Collected data entries
/---

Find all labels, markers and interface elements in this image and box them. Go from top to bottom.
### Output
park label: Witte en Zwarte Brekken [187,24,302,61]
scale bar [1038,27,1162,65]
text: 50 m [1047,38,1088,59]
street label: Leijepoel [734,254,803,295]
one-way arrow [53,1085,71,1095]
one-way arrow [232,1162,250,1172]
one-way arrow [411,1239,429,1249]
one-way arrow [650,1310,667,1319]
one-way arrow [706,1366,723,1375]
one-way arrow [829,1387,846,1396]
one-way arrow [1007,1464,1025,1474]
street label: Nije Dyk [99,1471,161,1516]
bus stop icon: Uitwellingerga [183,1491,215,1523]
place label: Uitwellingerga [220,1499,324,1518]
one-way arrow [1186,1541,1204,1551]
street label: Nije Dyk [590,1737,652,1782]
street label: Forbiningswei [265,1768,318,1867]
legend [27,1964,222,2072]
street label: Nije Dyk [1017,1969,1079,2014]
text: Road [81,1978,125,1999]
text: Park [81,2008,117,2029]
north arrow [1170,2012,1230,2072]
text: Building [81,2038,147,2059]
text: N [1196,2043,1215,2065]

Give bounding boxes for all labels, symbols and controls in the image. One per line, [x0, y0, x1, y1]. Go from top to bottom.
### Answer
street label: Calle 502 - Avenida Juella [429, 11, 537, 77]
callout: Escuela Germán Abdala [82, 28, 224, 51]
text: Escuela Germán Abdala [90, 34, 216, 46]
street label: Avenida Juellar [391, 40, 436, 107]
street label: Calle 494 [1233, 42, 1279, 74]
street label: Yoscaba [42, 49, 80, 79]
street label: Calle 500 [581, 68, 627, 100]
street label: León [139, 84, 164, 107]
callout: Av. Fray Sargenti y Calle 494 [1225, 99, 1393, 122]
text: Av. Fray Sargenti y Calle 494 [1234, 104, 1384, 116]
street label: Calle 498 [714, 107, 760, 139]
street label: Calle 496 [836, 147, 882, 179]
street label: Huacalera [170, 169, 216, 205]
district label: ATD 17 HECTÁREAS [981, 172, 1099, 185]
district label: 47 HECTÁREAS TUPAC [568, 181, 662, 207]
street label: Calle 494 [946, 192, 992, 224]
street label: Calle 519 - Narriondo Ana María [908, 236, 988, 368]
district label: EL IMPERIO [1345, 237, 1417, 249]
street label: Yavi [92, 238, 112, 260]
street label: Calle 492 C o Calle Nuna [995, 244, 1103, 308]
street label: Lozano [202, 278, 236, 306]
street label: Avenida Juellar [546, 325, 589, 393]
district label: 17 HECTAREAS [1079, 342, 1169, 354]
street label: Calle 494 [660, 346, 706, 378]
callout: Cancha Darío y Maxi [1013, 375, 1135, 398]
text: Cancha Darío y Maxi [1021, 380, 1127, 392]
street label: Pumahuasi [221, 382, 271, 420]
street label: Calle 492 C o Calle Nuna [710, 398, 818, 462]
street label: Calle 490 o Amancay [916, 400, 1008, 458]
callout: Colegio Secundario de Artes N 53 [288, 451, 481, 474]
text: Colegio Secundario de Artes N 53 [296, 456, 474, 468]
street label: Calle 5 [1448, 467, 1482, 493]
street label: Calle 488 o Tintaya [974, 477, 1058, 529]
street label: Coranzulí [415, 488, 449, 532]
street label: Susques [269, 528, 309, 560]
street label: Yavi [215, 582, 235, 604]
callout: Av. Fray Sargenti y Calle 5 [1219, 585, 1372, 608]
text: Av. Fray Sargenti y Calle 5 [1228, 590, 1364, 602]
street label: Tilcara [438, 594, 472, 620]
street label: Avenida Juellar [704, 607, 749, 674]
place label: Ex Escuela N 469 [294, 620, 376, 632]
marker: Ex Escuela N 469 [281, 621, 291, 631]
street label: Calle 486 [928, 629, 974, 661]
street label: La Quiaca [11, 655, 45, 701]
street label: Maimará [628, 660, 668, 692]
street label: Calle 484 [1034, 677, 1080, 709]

\---

→ **PROBLEM**:
Set down the preceding data verbatim. Every line belongs in the copy.

→ **YOUR RESPONSE**:
Find all labels, markers and interface elements in this image and box them. Go from top to bottom.
### Output
park label: Witte en Zwarte Brekken [187,24,302,61]
scale bar [1038,27,1162,65]
text: 50 m [1047,38,1088,59]
street label: Leijepoel [734,254,803,295]
one-way arrow [53,1085,71,1095]
one-way arrow [232,1162,250,1172]
one-way arrow [411,1239,429,1249]
one-way arrow [650,1310,667,1319]
one-way arrow [706,1366,723,1375]
one-way arrow [829,1387,846,1396]
one-way arrow [1007,1464,1025,1474]
street label: Nije Dyk [99,1471,161,1516]
bus stop icon: Uitwellingerga [183,1491,215,1523]
place label: Uitwellingerga [220,1499,324,1518]
one-way arrow [1186,1541,1204,1551]
street label: Nije Dyk [590,1737,652,1782]
street label: Forbiningswei [265,1768,318,1867]
legend [27,1964,222,2072]
street label: Nije Dyk [1017,1969,1079,2014]
text: Road [81,1978,125,1999]
text: Park [81,2008,117,2029]
north arrow [1170,2012,1230,2072]
text: Building [81,2038,147,2059]
text: N [1196,2043,1215,2065]

Give bounding boxes for all labels, symbols and controls in the image. One per line, [x0, y0, x1, y1]. Go from top to bottom.
### Answer
street label: Calle 502 - Avenida Juella [429, 11, 537, 77]
callout: Escuela Germán Abdala [82, 28, 224, 51]
text: Escuela Germán Abdala [90, 34, 216, 46]
street label: Avenida Juellar [391, 40, 436, 107]
street label: Calle 494 [1233, 42, 1279, 74]
street label: Yoscaba [42, 49, 80, 79]
street label: Calle 500 [581, 68, 627, 100]
street label: León [139, 84, 164, 107]
callout: Av. Fray Sargenti y Calle 494 [1225, 99, 1393, 122]
text: Av. Fray Sargenti y Calle 494 [1234, 104, 1384, 116]
street label: Calle 498 [714, 107, 760, 139]
street label: Calle 496 [836, 147, 882, 179]
street label: Huacalera [170, 169, 216, 205]
district label: ATD 17 HECTÁREAS [981, 172, 1099, 185]
district label: 47 HECTÁREAS TUPAC [568, 181, 662, 207]
street label: Calle 494 [946, 192, 992, 224]
street label: Calle 519 - Narriondo Ana María [908, 236, 988, 368]
district label: EL IMPERIO [1345, 237, 1417, 249]
street label: Yavi [92, 238, 112, 260]
street label: Calle 492 C o Calle Nuna [995, 244, 1103, 308]
street label: Lozano [202, 278, 236, 306]
street label: Avenida Juellar [546, 325, 589, 393]
district label: 17 HECTAREAS [1079, 342, 1169, 354]
street label: Calle 494 [660, 346, 706, 378]
callout: Cancha Darío y Maxi [1013, 375, 1135, 398]
text: Cancha Darío y Maxi [1021, 380, 1127, 392]
street label: Pumahuasi [221, 382, 271, 420]
street label: Calle 492 C o Calle Nuna [710, 398, 818, 462]
street label: Calle 490 o Amancay [916, 400, 1008, 458]
callout: Colegio Secundario de Artes N 53 [288, 451, 481, 474]
text: Colegio Secundario de Artes N 53 [296, 456, 474, 468]
street label: Calle 5 [1448, 467, 1482, 493]
street label: Calle 488 o Tintaya [974, 477, 1058, 529]
street label: Coranzulí [415, 488, 449, 532]
street label: Susques [269, 528, 309, 560]
street label: Yavi [215, 582, 235, 604]
callout: Av. Fray Sargenti y Calle 5 [1219, 585, 1372, 608]
text: Av. Fray Sargenti y Calle 5 [1228, 590, 1364, 602]
street label: Tilcara [438, 594, 472, 620]
street label: Avenida Juellar [704, 607, 749, 674]
place label: Ex Escuela N 469 [294, 620, 376, 632]
marker: Ex Escuela N 469 [281, 621, 291, 631]
street label: Calle 486 [928, 629, 974, 661]
street label: La Quiaca [11, 655, 45, 701]
street label: Maimará [628, 660, 668, 692]
street label: Calle 484 [1034, 677, 1080, 709]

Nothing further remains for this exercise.